WORK INSTRUCTIONS ▸
With the line containing "height:1px; margin-top:-0.5px; transform-origin:0;" as the final line, restate exactly every line of the data below from the first one onward, and copy no pictures.

INFORMATION GIVEN ▸
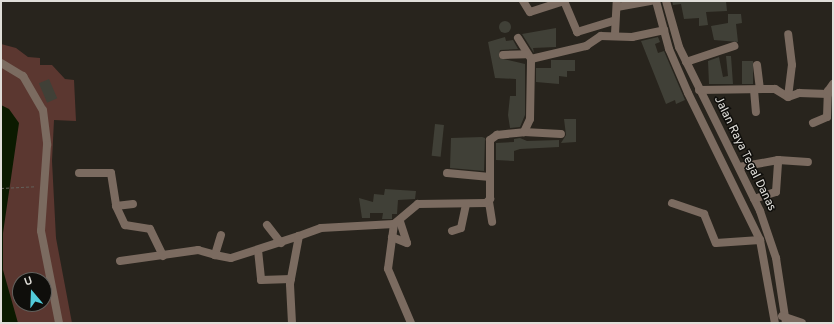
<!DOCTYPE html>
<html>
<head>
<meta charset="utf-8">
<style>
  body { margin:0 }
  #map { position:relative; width:834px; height:324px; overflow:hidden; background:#28241d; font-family:Overpass,sans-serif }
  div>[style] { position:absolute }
  .green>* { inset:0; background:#5b3730 }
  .water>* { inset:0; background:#0b1a00 }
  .building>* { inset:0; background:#404037; transform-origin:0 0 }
  .round { border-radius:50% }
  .path>* { height:1px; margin-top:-0.5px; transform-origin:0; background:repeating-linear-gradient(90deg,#625f59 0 3px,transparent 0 5px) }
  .minor>* { height:8px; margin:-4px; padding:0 4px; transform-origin:4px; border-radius:4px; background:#7b6b60 }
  span { translate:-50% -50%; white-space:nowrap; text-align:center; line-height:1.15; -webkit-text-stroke:3px #0f0e0b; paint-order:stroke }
  .street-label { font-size:12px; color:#e0ded9 }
  .frame { position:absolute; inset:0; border:2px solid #e0ded9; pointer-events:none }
  .north { position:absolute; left:12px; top:272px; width:40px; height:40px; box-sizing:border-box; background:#0f0e0b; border:1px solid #63615d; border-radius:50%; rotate:341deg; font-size:11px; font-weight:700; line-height:16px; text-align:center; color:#e0ded9 }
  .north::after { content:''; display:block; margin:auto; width:14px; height:18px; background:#52cbd9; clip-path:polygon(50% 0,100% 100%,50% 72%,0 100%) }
</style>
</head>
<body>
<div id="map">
  <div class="green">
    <div style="clip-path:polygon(evenodd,1px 44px,16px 48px,28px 57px,40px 58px,40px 65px,52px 65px,65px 79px,74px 80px,76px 121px,54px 120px,52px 161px,56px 238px,72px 323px,1px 323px,1px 44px,20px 280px,44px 280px,44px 304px,20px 304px,20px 280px)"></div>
  </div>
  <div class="water">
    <div style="clip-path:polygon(1px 105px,9px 109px,19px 123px,3px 233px,3px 270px,18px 323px,1px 323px)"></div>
  </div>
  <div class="building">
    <div style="clip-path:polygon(672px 1px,726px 1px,727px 11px,706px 12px,708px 25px,699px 26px,699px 18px,684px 19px,681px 4px,673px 5px)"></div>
    <div style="clip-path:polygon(728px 14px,741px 14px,742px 23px,736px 24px,738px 42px,714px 40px,711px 26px,728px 23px)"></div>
    <div class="round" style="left:499px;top:21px;width:12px;height:12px"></div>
    <div style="clip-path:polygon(556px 28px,556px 47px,533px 48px,534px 53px,522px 34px)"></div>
    <div style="clip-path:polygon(505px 37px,506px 41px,513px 40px,518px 49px,500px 50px,499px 58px,525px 64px,525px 115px,520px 127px,510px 128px,508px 115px,510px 96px,516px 96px,516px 79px,495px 78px,488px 42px)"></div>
    <div style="clip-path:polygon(658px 37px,660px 42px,655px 44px,658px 53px,664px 51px,685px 100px,676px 104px,675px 100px,666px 104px,641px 41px)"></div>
    <div style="clip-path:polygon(726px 56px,731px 56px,733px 84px,709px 84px,708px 61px,719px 57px,723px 77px,728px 76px)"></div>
    <div style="clip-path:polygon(551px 60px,575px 60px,575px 71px,567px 71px,567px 77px,559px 76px,559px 84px,536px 82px,536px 68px,551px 68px)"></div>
    <div style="left:742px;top:61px;width:11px;height:23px"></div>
    <div style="left:49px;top:79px;width:21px;height:11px;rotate:67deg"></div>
    <div style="clip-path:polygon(564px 119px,576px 119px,576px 142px,561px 143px,566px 135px)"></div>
    <div style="left:435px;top:124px;width:9px;height:32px;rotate:6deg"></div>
    <div style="clip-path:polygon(482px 137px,485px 138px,484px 171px,450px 168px,451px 138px)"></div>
    <div style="clip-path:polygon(520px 138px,527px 141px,559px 140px,559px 147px,520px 149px,514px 151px,514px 161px,496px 160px,496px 143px,514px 142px,514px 139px)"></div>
    <div style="clip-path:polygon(385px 189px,416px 191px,415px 199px,398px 200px,397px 214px,392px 214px,392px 219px,382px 219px,383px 213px,370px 213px,370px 218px,362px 218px,359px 198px,373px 202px,374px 194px,384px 195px)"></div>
  </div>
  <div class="path">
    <div style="left:1px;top:188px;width:35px;rotate:-3deg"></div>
  </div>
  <div class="minor">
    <div style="left:523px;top:1px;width:13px;rotate:58deg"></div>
    <div style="left:530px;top:12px;width:36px;rotate:-18deg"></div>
    <div style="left:564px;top:1px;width:34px;rotate:67deg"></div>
    <div style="left:577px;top:32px;width:39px;rotate:-17deg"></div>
    <div style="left:656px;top:1px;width:50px;rotate:74.8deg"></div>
    <div style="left:669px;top:49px;width:48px;rotate:66.6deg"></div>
    <div style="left:688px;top:93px;width:164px;rotate:63.9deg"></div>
    <div style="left:760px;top:240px;width:84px;rotate:79.8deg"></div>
    <div style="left:666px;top:1px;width:48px;rotate:74.2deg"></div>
    <div style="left:679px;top:47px;width:183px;rotate:63.7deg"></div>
    <div style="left:760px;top:211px;width:50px;rotate:71.2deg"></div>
    <div style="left:776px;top:258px;width:66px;rotate:81.3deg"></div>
    <div style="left:617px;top:7px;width:35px;rotate:-10deg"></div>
    <div style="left:615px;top:34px;width:33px;rotate:-87deg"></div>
    <div style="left:518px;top:38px;width:25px;rotate:58deg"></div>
    <div style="left:503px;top:55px;width:23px;rotate:-2deg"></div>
    <div style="left:686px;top:62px;width:51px;rotate:-18.4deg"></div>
    <div style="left:1px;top:63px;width:26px;rotate:31deg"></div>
    <div style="left:23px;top:76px;width:39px;rotate:60deg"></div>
    <div style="left:43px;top:110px;width:35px;rotate:83deg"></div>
    <div style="left:47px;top:145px;width:86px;rotate:94deg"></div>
    <div style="left:41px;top:231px;width:94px;rotate:78.9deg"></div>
    <div style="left:757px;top:65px;width:24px;rotate:83deg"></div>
    <div style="left:699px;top:90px;width:76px;rotate:-0.8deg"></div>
    <div style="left:775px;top:89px;width:15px;rotate:32deg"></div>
    <div style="left:788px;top:97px;width:12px;rotate:-20deg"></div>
    <div style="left:799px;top:93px;width:29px;rotate:2deg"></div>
    <div style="left:754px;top:90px;width:22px;rotate:85deg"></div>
    <div style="left:788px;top:97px;width:32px;rotate:-83deg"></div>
    <div style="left:792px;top:65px;width:31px;rotate:-97deg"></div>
    <div style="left:813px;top:123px;width:15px;rotate:-23deg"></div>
    <div style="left:827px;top:117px;width:26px;rotate:-88deg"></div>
    <div style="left:828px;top:91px;width:9px;rotate:-54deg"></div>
    <div style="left:524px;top:132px;width:37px;rotate:3deg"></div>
    <div style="left:739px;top:167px;width:40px;rotate:-10deg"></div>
    <div style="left:778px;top:160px;width:30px;rotate:4deg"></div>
    <div style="left:79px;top:173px;width:32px"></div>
    <div style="left:111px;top:173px;width:33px;rotate:81deg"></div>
    <div style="left:447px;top:173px;width:43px;rotate:5.3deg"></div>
    <div style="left:754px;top:199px;width:23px;rotate:-18deg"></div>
    <div style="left:776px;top:192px;width:32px;rotate:-86deg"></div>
    <div style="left:489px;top:202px;width:20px;rotate:81deg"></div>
    <div style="left:672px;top:203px;width:34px;rotate:19deg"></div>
    <div style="left:704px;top:214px;width:31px;rotate:68deg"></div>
    <div style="left:716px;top:243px;width:44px;rotate:-3.9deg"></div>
    <div style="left:133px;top:204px;width:17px;rotate:173deg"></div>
    <div style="left:116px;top:206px;width:21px;rotate:65deg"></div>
    <div style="left:125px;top:225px;width:25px;rotate:9deg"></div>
    <div style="left:150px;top:229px;width:30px;rotate:64deg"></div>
    <div style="left:394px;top:224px;width:45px;rotate:97.6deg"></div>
    <div style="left:388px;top:269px;width:59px;rotate:66.9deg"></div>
    <div style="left:267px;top:225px;width:23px;rotate:52deg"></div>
    <div style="left:452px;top:231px;width:9px;rotate:-18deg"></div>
    <div style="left:461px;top:228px;width:24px;rotate:-78deg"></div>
    <div style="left:221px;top:235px;width:21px;rotate:107deg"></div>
    <div style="left:215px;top:255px;width:16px;rotate:11deg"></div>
    <div style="left:231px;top:258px;width:71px;rotate:-17.9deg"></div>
    <div style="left:392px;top:237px;width:16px;rotate:22deg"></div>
    <div style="left:407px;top:243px;width:23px;rotate:-108deg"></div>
    <div style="left:258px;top:250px;width:30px;rotate:84deg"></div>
    <div style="left:261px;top:280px;width:30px;rotate:-2deg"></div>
    <div style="left:120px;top:261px;width:79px;rotate:-8deg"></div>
    <div style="left:198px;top:250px;width:18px;rotate:16deg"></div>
    <div style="left:782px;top:316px;width:21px;rotate:19deg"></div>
    <div style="left:292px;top:323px;width:39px;rotate:-93deg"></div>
    <div style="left:290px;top:284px;width:49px;rotate:-79.4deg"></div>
    <div style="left:299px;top:236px;width:23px;rotate:-20deg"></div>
    <div style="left:321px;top:228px;width:73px;rotate:-3.1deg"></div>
    <div style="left:394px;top:224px;width:31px;rotate:-40deg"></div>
    <div style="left:418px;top:204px;width:68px;rotate:-0.8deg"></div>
    <div style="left:486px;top:203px;width:6px;rotate:-45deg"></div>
    <div style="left:490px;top:199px;width:59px;rotate:-90deg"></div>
    <div style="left:490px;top:140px;width:9px;rotate:-36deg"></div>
    <div style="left:497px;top:135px;width:27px;rotate:-6deg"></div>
    <div style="left:524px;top:132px;width:14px;rotate:-65deg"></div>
    <div style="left:530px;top:119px;width:60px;rotate:-89deg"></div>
    <div style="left:531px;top:59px;width:57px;rotate:-13.3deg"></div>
    <div style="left:586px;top:46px;width:18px;rotate:-34deg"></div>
    <div style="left:601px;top:36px;width:31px;rotate:2deg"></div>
    <div style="left:632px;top:37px;width:33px;rotate:-12deg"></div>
  </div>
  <div class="street-label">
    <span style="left:744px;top:154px;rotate:64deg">Jalan Raya Tegal Danas</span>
  </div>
  <div class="frame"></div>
  <div class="north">U</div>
</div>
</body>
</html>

RESPONSE TO THIS TASK ▸
<!DOCTYPE html>
<html>
<head>
<meta charset="utf-8">
<style>
  body { margin:0 }
  #map { position:relative; width:834px; height:324px; overflow:hidden; background:#28241d; font-family:Overpass,sans-serif }
  div>[style] { position:absolute }
  .green>* { inset:0; background:#5b3730 }
  .water>* { inset:0; background:#0b1a00 }
  .building>* { inset:0; background:#404037; transform-origin:0 0 }
  .round { border-radius:50% }
  .path>* { height:1px; margin-top:-0.5px; transform-origin:0; background:repeating-linear-gradient(90deg,#625f59 0 3px,transparent 0 5px) }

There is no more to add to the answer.